As tightly knit as the Republican Party was during the Civil War, they started to splinter when it came time to put the country back together. Andrew Johnson took over as president following the assassination of Abraham Lincoln, and Johnson's outlook on the Reconstruction was moderate. He wanted to work with Southerners and Democrats, which didn't jive with Ulysses S. Grant and his band of radical Republicans. Grant won the presidency in 1868, and after his inauguration, he pushed the party to further extremes by supporting the mobilization of freedman voters and the suppression of the K.K.K.

Today, the Republican Party is defined in part by their moral conservatism and support of big business. This philosophy is rooted in the Gilded Age of the late 1800s, when the party supported the gold standard and high tariffs on imports but prioritized above all the well-being of Union veterans. At the same time, the specifically protestant nature of the party was quickly coalescing.
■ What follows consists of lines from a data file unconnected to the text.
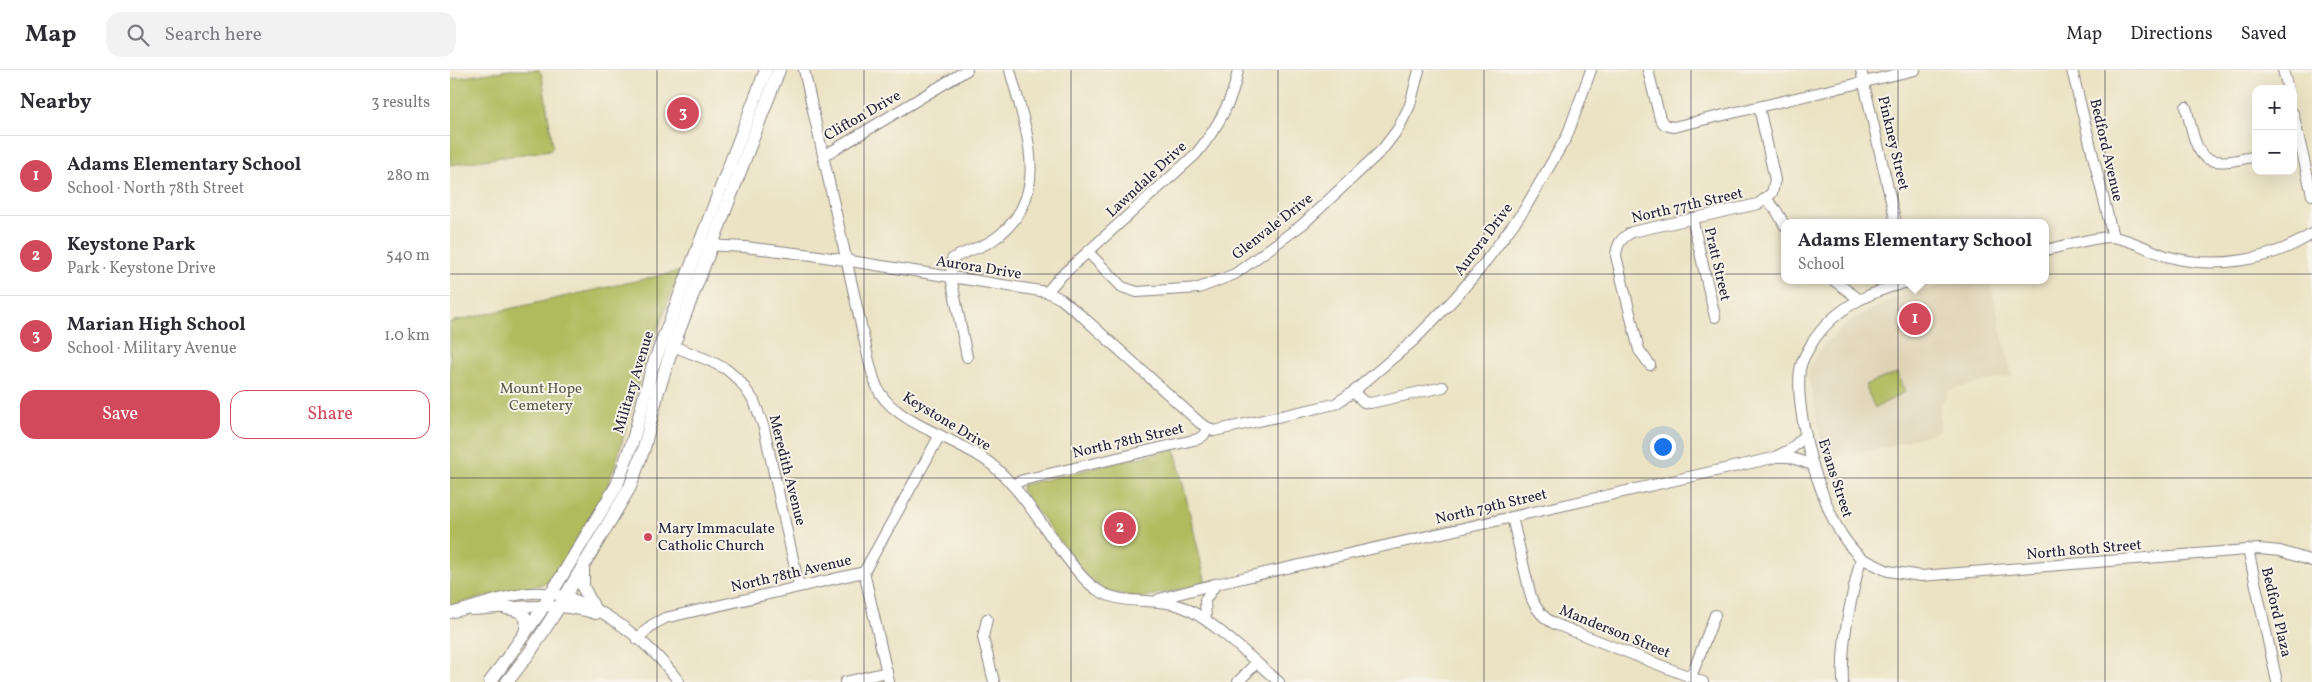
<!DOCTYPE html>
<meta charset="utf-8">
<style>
body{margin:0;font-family:Vollkorn,serif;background:#f2f2f3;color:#2b2b33}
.controls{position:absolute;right:15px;top:15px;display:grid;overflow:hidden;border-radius:10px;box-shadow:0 5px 20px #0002}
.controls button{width:45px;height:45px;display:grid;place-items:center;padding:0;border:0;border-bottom:1px solid #e1e1e2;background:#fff;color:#2b2b33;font:25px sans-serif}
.you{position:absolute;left:1212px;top:376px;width:18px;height:18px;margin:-12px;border:4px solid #fff;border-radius:50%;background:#1a73e8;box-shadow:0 0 0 8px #1a73e833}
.badge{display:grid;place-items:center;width:32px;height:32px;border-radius:50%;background:#d1495b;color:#fff;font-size:16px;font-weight:700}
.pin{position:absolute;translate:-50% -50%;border:2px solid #fff;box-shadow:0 1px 5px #0006}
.popup{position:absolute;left:1331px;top:149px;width:268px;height:65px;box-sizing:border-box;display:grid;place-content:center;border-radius:10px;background:#fff;filter:drop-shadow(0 1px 4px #0005);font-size:16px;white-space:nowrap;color:#7c7c81}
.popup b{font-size:19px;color:#2b2b33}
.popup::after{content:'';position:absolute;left:50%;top:100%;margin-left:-10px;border:10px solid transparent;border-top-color:#fff}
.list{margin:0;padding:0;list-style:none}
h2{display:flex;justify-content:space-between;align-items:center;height:65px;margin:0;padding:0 20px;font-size:21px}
h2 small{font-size:16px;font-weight:400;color:#7c7c81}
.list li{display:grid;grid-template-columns:32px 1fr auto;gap:15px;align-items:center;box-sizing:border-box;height:80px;padding:0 20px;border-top:1px solid #e1e1e2}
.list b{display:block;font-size:19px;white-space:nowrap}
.list p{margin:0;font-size:16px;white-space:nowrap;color:#7c7c81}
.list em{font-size:16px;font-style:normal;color:#7c7c81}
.actions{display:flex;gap:10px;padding:15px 20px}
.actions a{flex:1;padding:11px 0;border:1px solid #d1495b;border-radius:15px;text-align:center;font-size:18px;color:#d1495b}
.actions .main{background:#d1495b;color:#fff}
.icon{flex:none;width:28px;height:28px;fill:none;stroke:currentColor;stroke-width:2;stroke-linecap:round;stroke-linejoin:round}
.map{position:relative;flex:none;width:1862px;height:612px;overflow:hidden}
header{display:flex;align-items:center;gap:30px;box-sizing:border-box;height:70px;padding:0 25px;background:#fff;border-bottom:1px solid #e1e1e2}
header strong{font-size:24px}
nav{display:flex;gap:28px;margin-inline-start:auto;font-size:18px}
.search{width:350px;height:45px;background:#f2f2f3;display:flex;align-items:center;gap:12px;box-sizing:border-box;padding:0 18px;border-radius:15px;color:#7c7c81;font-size:19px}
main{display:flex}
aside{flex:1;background:#fff}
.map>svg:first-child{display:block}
</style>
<header>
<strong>Map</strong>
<div class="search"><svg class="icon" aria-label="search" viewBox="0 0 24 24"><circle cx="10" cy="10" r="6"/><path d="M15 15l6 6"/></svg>Search here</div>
<nav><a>Map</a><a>Directions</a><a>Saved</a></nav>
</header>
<main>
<aside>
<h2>Nearby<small>3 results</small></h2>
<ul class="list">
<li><span class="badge">1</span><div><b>Adams Elementary School</b><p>School · North 78th Street</p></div><em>280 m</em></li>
<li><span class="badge">2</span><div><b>Keystone Park</b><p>Park · Keystone Drive</p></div><em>540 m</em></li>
<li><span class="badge">3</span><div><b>Marian High School</b><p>School · Military Avenue</p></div><em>1.0 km</em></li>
</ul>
<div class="actions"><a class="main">Save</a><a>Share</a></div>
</aside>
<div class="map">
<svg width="1862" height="612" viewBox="0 0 1862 612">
<rect width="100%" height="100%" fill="#f7f3e8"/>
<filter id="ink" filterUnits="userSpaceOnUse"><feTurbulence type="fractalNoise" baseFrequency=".02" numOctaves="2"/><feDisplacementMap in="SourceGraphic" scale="10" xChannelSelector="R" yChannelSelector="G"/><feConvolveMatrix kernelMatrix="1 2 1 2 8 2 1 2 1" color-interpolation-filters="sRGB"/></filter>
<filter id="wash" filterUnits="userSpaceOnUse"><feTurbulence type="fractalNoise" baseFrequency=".0096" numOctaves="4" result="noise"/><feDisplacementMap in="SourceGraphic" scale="20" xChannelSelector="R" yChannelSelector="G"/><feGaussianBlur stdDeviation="1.12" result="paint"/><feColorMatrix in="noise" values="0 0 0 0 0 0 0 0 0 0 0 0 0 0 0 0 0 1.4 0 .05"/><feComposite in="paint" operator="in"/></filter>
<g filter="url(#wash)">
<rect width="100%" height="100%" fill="#ece3c4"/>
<polygon fill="#dfd3b5" points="1516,210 1540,210 1562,306 1498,320 1497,326 1490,335 1490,361 1440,376 1375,390 1358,305 1361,293 1373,275 1398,252 1443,228"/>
<g fill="#b0bb5d" stroke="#696e4c">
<polygon points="59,0 89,0 92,5 103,77 100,80 0,95 0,9"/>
<polygon points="230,201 192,301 165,396 156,419 104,507 98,513 0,535 0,252"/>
<polygon points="1447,303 1455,322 1425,338 1415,315"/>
<polygon points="725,379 756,514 689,528 657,521 637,507 571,420 572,415"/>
</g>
</g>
<g filter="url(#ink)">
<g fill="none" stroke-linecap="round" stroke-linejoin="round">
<g stroke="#878280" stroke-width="12">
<g id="minor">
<path d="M354,0L419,291C422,302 424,313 430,323C451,356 510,369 541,394C569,417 589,451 610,479C622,494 633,511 649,521C674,536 704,527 730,536C759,546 804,591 829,612"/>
<polyline points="1198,0 1210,49 1215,55 1223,57 1465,0"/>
<polyline points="1411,0 1446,153"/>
<polyline points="1622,0 1663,167"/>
<polyline points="1833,0 1838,19"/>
<path d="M1736,37C1749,89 1748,100 1806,86"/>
<polyline points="1843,43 1862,125"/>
<polyline points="373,85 384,80 517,0"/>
<polyline points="1316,129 1326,140 1335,156"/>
<polyline points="1242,148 1265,247"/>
<polyline points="255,175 295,177 362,185 597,222 611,229 633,247 750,353 764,361 885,334 903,322 963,271 1004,229 1030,199 1074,140 1117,66 1141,0"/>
<path d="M1595,180C1610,177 1649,166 1662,167C1681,169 1698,180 1716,186C1764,200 1820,191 1862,164"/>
<polyline points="638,182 672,217 687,222 749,218 785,204 853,154 932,80 948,59 960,35 969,0"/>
<polyline points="1383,210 1409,229"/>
<path d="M597,222L609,208L746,84C766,59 783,32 788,0"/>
<polyline points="223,276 258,290 276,299 289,310 304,331 314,358 349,516"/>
<path d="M517,287L501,207L502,189C515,181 531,178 543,170C605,127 575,58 560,0"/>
<path d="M1200,295L1189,280L1166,186C1167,174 1171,168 1182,162L1308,134L1322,123L1325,110L1309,37"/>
<polyline points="903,322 914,332 920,333 993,317"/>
<polyline points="1327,387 1339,387 1363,395"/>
<polyline points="562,415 573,410 748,369 754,365 757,358"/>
<path d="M1062,447L1081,527C1086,540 1093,548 1105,554L1253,612"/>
<polyline points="1798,479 1827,612"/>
<polyline points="1411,488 1438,501 1471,506 1809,479 1830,481 1862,491"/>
<polyline points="414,502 439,612"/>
<polyline points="709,529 765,514"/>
<path d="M22,540C66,537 103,531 146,544"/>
<path d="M0,543C27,537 53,525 81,523C134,518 200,571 229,612"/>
<polyline points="537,549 533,567 544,612"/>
<polyline points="756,550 755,530 766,514 1323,388 1341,379 1356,365"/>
<polyline points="187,569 202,555 215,548 414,502 490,365"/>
<polyline points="1241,607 1265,545"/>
<polyline points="395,612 437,602"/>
<polyline points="788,612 806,593"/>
<path d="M1393,612C1391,569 1401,529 1411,488C1386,465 1377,436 1366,405C1357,379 1346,327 1350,300C1351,290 1357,282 1362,273C1386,235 1424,220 1466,210"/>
</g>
</g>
<g stroke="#878280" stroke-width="14">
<g id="major">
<polyline points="133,499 133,517 143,536"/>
<path d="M56,538C72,540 80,545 75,563"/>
<polyline points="40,612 90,542 167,415 183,370 202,298 316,0"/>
<polyline points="57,612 80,582 107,540 180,417 194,378 208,321 223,276 329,0"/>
</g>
</g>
<use href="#minor" stroke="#fff" stroke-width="10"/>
<use href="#major" stroke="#fff" stroke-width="12"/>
</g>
</g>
<path fill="none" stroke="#22223b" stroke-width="1" stroke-opacity="0.55" d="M207,0V612M414,0V612M621,0V612M828,0V612M1034,0V612M1241,0V612M1448,0V612M1655,0V612M0,204H1862M0,408H1862"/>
<circle fill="#d1495b" stroke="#f7f3e8" stroke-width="2" cx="198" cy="467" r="5"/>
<g text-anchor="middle" stroke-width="4" stroke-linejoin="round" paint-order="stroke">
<g font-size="15" fill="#22223b" stroke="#f7f3e8">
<text transform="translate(412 45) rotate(-30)" y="5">Clifton Drive</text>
<text transform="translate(1444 73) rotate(77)" y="5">Pinkney Street</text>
<text transform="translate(1657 80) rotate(77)" y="5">Bedford Avenue</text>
<text transform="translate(696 109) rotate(-43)" y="5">Lawndale Drive</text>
<text transform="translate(1237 135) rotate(-13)" y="5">North 77th Street</text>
<text transform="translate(822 156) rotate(-38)" y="5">Glenvale Drive</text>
<text transform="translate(1033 169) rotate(-53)" y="5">Aurora Drive</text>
<text transform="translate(1268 194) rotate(77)" y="5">Pratt Street</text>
<text transform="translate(529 197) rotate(9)" y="5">Aurora Drive</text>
<text transform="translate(183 312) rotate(-73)" y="5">Military Avenue</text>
<text transform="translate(497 351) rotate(31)" y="5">Keystone Drive</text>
<text transform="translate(678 370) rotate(-13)" y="5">North 78th Street</text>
<text transform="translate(338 400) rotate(76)" y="5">Meredith Avenue</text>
<text transform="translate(1386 408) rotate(72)" y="5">Evans Street</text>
<text transform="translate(1041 436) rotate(-13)" y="5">North 79th Street</text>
<text transform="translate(1634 479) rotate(-5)" y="5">North 80th Street</text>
<text transform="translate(341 503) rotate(-13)" y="5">North 78th Avenue</text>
<text transform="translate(1827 542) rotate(77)" y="5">Bedford Plaza</text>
<text transform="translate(1165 561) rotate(22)" y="5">Manderson Street</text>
</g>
<g font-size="15" fill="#545847" stroke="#f7f3e8">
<text x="91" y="323">Mount Hope<tspan x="91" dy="17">Cemetery</tspan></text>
</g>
<g font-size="15" fill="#22223b" stroke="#f7f3e8" text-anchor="start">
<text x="208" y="463">Mary Immaculate<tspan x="208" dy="17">Catholic Church</tspan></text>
</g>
</g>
</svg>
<div class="controls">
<button>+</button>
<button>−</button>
</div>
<div class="you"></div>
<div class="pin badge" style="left:1465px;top:249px">1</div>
<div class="popup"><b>Adams Elementary School</b>School</div>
<div class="pin badge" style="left:670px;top:458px">2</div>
<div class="pin badge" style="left:233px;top:43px">3</div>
</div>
</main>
Between 1860 and 1912, Republicans edged Roman Catholics out of the party along with Episcopalians and German Lutherans.

In 1919, the G.O.P. made its biggest step towards moral conservatism when they pushed Prohibition through the congressional machine even after the Volstead Act was vetoed by Democrat President Woodrow Wilson. While the average beer lover may have resented them, the 1920s proved to be a wildly successful decade for the Republicans, who elected Warren G. Harding, Calvin Coolidge, and Herbert Hoover to the presidency on a platform of conservative economic policy and a pro-business mindset that ushered in unprecedented prosperity until the Great Depression hit.